_WHAT YOU ARE ASKED TO DO_. Read through the listing below, and copy every line where the string "center" appears.

• • • •

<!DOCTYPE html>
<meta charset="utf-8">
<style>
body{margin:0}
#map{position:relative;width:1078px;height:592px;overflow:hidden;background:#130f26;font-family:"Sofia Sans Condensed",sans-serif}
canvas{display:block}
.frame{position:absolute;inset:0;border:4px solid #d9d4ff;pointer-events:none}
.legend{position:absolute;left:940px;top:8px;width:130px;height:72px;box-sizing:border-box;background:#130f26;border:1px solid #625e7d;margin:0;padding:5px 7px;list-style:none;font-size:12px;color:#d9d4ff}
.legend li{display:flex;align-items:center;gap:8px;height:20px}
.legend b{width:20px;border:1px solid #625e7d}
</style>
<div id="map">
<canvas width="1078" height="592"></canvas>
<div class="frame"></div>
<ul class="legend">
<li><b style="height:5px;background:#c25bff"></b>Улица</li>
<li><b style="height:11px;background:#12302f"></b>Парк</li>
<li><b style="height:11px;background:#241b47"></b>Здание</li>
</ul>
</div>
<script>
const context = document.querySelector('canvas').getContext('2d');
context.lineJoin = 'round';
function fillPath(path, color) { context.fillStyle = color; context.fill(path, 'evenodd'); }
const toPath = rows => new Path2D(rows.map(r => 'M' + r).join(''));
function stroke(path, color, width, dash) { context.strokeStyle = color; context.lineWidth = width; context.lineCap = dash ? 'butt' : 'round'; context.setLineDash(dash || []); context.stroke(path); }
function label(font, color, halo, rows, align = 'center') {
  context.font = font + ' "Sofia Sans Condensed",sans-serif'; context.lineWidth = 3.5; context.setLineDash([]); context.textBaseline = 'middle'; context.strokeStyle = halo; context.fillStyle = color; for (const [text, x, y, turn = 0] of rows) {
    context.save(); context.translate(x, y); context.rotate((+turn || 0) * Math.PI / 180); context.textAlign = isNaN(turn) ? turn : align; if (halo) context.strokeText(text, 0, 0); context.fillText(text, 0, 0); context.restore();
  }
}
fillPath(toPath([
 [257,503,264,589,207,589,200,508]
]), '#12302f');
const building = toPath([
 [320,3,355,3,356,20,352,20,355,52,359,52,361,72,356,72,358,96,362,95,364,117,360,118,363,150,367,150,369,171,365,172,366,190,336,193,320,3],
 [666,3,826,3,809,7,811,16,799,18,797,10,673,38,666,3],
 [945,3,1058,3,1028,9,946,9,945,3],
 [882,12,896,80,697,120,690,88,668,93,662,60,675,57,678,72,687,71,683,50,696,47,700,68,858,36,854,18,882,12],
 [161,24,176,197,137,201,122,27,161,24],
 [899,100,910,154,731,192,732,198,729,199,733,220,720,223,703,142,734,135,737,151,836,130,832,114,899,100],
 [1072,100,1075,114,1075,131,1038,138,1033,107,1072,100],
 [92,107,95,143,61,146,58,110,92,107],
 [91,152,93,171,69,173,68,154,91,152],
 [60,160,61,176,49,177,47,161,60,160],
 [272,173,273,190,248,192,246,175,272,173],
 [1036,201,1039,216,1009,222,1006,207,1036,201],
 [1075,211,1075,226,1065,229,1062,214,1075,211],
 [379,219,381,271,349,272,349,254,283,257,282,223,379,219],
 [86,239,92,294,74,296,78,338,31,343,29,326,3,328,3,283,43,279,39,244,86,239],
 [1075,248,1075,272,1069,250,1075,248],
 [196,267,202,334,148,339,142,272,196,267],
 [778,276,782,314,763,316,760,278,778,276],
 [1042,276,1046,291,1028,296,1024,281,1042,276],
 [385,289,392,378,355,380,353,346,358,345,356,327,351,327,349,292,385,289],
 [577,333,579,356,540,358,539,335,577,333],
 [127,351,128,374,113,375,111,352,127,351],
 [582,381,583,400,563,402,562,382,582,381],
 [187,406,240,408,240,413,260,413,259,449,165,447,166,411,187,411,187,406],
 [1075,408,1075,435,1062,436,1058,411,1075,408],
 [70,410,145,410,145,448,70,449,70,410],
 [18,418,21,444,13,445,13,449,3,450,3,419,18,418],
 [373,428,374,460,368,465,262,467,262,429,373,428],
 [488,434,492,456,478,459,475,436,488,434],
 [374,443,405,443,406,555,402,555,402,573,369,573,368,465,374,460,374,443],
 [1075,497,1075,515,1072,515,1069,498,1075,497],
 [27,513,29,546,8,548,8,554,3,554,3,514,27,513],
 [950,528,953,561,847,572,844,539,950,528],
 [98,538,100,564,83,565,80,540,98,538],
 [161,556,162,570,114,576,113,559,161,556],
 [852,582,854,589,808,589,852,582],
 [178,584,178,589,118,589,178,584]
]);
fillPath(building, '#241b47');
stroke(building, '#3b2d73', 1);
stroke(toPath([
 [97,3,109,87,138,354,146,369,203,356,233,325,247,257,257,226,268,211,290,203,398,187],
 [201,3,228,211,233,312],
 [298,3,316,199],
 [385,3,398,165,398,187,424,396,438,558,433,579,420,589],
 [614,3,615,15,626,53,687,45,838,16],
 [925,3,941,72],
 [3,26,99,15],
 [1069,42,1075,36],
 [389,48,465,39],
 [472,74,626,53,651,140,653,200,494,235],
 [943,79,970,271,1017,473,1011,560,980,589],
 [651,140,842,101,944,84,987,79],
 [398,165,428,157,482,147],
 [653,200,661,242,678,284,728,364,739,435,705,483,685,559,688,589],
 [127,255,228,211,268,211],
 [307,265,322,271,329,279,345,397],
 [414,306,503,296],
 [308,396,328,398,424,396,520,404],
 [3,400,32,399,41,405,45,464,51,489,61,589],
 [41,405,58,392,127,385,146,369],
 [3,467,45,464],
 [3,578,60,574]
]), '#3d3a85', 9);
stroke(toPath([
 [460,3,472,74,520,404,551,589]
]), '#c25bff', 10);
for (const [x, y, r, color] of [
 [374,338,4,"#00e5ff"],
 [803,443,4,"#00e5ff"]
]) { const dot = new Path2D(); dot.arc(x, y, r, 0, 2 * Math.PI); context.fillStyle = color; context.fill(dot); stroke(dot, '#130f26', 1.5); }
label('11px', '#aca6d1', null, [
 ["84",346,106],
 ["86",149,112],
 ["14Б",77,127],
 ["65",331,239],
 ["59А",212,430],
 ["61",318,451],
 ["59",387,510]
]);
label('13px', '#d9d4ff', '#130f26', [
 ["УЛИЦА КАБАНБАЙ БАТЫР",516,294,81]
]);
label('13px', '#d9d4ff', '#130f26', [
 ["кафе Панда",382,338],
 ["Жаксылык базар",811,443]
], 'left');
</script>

• • • •

_EXERCISE ANSWER_.
.legend li{display:flex;align-items:center;gap:8px;height:20px}
function label(font, color, halo, rows, align = 'center') {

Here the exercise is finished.